The first problem I experienced was that on Linux, Lotus Notes is implemented as an eclipse plugin, so unfortunately by the time it’s loaded there’s very little left of the 512MB of ram. I gave up after a couple of days, and sprang for another 1GB of ram, at another 13 GBP. Installing it required the complete disassembly of the Aspire … but in actual fact only took about 20 minutes with a set of jewellers screwdrivers. This maxes-out the memory on the Aspire One (at 1.5GB), but I now seem to have memory to burn, even when I have all my applications open at once.

The second problem is that as a long-term thinkpad user, I’m used to having a trackpoint (the little red “nipple” embedded in the keyboard) for moving the cursor. Compared to the control that that provides, a trackpad is a hopelessly painful experience. Fortunately I already had a Logitech bluetooth mouse (a V470), but unfortunately the Aspire One doesn’t come with internal bluetooth. So I had to add an external USB bluetooth adaptor. I imported a USB Bluetooth 2.0 EDR micro-stick from Hong Kong for 6 USD which resolved that problem, and is actually small enough to be left permanently attached, though longer term I’ll probably solder the internals of one to the motherboard somewhere.
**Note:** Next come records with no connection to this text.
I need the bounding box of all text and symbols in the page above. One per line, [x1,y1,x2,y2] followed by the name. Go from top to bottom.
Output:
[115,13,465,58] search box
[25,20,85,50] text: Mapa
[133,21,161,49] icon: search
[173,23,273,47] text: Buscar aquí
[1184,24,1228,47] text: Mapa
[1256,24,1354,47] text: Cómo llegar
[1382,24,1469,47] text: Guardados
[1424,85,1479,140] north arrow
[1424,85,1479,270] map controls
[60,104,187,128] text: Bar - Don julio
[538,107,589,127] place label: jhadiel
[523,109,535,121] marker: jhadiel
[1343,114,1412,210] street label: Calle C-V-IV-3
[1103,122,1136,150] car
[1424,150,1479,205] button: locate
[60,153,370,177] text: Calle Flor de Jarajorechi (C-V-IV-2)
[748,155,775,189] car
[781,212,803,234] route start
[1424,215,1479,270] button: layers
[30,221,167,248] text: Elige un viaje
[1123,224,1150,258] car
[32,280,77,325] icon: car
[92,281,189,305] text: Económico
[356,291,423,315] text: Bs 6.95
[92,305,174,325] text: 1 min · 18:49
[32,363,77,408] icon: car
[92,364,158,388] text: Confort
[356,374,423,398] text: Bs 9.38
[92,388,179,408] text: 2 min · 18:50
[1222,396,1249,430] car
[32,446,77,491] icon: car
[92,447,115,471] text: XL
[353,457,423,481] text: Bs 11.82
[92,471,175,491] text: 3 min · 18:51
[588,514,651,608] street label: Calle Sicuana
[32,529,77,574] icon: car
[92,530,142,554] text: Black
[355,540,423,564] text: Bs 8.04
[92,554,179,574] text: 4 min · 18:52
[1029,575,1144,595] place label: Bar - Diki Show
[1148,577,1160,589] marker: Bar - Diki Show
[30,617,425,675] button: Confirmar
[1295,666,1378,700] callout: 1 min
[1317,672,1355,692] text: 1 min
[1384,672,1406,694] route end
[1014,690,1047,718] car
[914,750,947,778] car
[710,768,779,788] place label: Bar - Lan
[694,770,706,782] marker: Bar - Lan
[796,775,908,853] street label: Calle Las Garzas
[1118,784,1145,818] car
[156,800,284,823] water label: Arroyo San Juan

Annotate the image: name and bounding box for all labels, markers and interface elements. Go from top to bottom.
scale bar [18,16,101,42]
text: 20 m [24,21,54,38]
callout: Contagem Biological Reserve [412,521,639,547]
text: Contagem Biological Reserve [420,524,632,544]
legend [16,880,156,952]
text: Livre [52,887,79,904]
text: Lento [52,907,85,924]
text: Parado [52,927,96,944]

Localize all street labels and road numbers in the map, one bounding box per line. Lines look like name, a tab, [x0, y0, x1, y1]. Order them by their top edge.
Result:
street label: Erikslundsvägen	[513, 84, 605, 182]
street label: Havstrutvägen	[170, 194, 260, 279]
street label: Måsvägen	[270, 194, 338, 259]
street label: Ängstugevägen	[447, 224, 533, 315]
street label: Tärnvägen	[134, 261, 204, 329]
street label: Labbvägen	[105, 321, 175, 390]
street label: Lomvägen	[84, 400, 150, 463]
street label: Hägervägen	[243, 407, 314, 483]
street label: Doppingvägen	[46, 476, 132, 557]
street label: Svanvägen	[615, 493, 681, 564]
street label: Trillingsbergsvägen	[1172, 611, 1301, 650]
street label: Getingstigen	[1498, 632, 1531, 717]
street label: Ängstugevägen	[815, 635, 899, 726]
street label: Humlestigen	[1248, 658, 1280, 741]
Other than that, it’s proving a remarkably solid little performer. The keyboard is a little cramped, but just about big enough to almost-touch-type on. The screen is painfully small, but with multiple workspaces and compiz-fusion doing its thing, you can work around that. And I have external monitors at home and at the office, so it’s only really a problem while travelling anyway. If I have a lot of stuff going on then some applications can be a little sluggish, but even then it’s not problematic … just noticeable.

Boot times for standard Ubuntu were very slow compared to the preloaded Linpus lite, but a custom kernel tailored to the Aspire One has got that down to about 25 seconds, which is faster than standard Ubuntu boots on my T60p. Still not as fast as Linpus though – which is up in about 15 seconds. Battery life on the standard 3 cell battery is only about 2:20; a high capacity 6 cell 3rd party battery should take that to about 7 hours but for my working patterns that’s unnecessary, and would start to add to the weight and size again.

Which leads us to the question of do I declare the challenge beaten or not? I’d justified buying the Aspire One on the basis that if I couldn’t live with it, I’d simply give it to one of my daughters, as I figured it would be fine as a first machine for school-work etc. Well, at the moment I’m not prepared to give it up. It does everything that I need – just, and no more. In fact, these Aspire Ones would be great for my daughters, and the only thing holding me back from going out and buying them a pair is the faint hope that we may see some netbooks built around NVidias ION platform this year.

Replacing the Intel 945GSE chipset (which seems to be based on 3-4 year old designs) with the NVidia GeForce9400 chipset ought to result in a stupendous graphical performance hike for no increase in power consumption. The only question is, will anyone do it? The problem is that it makes low-end netbooks compete with mid-range laptops (problematic for the manufacturers), and Intel is sure to price the Atom/945 combination in such a way that its almost as cheap to take the pair as an Atom on its own – which would stuff any chance that Nvidia have. Will be interesting to see how it works out.